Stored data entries
::::::::
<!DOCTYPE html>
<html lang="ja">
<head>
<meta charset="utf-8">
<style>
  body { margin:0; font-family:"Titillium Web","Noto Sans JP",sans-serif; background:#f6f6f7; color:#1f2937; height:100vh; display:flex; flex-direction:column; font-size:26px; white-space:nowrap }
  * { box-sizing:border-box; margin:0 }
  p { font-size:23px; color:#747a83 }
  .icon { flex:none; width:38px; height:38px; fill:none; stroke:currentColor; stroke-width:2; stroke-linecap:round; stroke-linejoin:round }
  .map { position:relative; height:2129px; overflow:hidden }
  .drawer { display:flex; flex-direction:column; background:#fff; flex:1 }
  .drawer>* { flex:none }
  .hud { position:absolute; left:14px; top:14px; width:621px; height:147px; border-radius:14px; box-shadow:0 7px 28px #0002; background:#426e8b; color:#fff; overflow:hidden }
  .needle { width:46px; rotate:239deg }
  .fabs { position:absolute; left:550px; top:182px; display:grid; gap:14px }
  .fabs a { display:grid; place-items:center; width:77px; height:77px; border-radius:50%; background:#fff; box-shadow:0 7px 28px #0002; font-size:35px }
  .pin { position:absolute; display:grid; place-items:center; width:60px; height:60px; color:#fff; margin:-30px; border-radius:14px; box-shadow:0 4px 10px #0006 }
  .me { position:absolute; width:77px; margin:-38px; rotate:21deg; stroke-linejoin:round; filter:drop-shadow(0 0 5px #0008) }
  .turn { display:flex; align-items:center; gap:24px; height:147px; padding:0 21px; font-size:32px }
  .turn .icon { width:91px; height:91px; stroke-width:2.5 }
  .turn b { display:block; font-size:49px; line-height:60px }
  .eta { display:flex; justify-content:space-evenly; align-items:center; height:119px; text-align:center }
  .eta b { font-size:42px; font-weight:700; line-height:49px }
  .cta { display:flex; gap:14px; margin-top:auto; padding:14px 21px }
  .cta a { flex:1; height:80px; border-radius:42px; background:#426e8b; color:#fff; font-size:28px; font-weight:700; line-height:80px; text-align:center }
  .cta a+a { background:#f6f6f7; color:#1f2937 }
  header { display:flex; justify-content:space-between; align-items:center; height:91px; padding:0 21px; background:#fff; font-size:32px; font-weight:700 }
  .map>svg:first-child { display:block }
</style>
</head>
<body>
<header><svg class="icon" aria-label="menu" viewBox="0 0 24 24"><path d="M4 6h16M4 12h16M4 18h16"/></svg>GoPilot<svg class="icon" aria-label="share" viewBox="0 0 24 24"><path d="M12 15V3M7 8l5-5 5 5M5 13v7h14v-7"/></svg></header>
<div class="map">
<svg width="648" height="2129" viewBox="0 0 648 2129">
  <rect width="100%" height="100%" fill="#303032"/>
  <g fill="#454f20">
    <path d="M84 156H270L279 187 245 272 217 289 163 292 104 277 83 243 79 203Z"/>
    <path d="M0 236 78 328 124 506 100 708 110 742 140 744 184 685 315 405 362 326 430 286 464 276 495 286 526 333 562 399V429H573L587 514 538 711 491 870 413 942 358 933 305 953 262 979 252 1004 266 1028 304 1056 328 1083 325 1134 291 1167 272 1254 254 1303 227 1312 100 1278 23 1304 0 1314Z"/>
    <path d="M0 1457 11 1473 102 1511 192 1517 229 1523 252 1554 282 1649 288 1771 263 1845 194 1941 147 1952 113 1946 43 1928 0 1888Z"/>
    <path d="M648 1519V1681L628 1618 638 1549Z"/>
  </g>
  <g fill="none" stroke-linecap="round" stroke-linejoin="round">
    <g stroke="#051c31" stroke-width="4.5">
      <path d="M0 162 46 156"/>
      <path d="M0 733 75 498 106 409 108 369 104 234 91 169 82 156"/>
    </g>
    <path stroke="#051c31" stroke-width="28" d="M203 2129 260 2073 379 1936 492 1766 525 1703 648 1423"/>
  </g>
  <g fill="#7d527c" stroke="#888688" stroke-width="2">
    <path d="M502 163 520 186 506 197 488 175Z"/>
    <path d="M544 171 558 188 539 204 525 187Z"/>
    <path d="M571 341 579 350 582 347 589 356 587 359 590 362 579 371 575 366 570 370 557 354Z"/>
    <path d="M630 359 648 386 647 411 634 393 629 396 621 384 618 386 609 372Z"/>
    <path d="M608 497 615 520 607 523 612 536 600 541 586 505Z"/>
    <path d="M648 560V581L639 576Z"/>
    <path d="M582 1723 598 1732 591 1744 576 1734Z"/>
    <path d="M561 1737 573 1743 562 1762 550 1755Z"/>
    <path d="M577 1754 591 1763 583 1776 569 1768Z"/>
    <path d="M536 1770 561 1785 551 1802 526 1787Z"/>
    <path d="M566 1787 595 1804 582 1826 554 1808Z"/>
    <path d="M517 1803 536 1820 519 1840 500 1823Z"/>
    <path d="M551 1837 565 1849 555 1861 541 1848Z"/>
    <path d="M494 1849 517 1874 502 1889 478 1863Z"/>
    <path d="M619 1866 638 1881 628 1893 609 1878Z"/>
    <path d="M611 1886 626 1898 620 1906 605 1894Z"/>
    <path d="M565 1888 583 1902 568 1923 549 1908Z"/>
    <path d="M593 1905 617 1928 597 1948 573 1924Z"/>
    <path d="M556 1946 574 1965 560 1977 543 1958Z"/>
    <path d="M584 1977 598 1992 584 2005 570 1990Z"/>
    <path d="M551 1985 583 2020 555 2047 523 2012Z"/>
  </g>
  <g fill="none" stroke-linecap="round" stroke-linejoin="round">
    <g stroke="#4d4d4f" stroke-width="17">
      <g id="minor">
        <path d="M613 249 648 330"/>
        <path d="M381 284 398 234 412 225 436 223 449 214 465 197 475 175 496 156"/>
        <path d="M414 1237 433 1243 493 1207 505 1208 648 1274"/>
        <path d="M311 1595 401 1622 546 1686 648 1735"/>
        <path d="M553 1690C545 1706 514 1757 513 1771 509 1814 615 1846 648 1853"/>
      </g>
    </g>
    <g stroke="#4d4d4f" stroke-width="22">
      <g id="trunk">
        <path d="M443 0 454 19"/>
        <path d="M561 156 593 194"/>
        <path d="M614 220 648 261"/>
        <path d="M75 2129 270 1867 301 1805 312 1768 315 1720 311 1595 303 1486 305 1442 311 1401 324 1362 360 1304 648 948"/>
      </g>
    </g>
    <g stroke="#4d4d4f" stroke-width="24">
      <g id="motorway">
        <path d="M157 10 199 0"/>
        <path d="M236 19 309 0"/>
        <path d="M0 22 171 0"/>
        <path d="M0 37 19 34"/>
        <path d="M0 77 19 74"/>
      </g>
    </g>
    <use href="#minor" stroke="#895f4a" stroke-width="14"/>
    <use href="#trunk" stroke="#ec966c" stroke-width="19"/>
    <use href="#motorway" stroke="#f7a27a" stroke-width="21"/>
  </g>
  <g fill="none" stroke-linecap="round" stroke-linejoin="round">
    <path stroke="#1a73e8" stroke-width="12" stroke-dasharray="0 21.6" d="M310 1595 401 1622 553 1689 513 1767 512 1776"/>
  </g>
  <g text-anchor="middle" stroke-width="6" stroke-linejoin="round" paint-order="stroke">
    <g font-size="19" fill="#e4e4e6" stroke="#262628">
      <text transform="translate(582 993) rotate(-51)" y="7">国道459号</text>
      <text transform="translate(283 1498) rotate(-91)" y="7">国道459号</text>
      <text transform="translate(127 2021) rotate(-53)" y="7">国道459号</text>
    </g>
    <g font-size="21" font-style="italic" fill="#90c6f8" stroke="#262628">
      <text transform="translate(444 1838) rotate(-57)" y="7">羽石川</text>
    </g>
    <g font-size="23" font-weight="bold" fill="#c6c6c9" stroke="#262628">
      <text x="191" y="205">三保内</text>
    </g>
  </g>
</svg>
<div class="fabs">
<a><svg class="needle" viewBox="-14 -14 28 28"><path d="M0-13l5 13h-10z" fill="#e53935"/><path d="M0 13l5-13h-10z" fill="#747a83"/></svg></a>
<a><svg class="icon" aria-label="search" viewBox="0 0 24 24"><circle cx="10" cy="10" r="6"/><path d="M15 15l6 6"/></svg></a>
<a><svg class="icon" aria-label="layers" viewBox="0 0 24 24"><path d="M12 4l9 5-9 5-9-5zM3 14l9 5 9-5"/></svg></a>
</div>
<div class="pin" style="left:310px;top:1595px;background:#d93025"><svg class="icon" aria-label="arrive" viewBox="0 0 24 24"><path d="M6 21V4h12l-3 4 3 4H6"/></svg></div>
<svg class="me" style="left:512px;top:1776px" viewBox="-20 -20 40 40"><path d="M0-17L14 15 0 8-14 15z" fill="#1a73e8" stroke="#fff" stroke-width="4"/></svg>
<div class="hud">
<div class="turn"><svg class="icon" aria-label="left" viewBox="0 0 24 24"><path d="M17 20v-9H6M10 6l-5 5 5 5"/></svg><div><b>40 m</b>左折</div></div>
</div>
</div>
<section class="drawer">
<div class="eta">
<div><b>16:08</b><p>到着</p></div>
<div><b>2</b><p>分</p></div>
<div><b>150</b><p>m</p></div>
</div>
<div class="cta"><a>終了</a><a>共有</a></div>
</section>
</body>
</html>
::::::::
**EXERCISE**
Would you print exactly the lines from the first line of the entries above through the line that has "display:block; font-size:49px; line-height:60px", both included, and stop there?

**TASK RESPONSE**
<!DOCTYPE html>
<html lang="ja">
<head>
<meta charset="utf-8">
<style>
  body { margin:0; font-family:"Titillium Web","Noto Sans JP",sans-serif; background:#f6f6f7; color:#1f2937; height:100vh; display:flex; flex-direction:column; font-size:26px; white-space:nowrap }
  * { box-sizing:border-box; margin:0 }
  p { font-size:23px; color:#747a83 }
  .icon { flex:none; width:38px; height:38px; fill:none; stroke:currentColor; stroke-width:2; stroke-linecap:round; stroke-linejoin:round }
  .map { position:relative; height:2129px; overflow:hidden }
  .drawer { display:flex; flex-direction:column; background:#fff; flex:1 }
  .drawer>* { flex:none }
  .hud { position:absolute; left:14px; top:14px; width:621px; height:147px; border-radius:14px; box-shadow:0 7px 28px #0002; background:#426e8b; color:#fff; overflow:hidden }
  .needle { width:46px; rotate:239deg }
  .fabs { position:absolute; left:550px; top:182px; display:grid; gap:14px }
  .fabs a { display:grid; place-items:center; width:77px; height:77px; border-radius:50%; background:#fff; box-shadow:0 7px 28px #0002; font-size:35px }
  .pin { position:absolute; display:grid; place-items:center; width:60px; height:60px; color:#fff; margin:-30px; border-radius:14px; box-shadow:0 4px 10px #0006 }
  .me { position:absolute; width:77px; margin:-38px; rotate:21deg; stroke-linejoin:round; filter:drop-shadow(0 0 5px #0008) }
  .turn { display:flex; align-items:center; gap:24px; height:147px; padding:0 21px; font-size:32px }
  .turn .icon { width:91px; height:91px; stroke-width:2.5 }
  .turn b { display:block; font-size:49px; line-height:60px }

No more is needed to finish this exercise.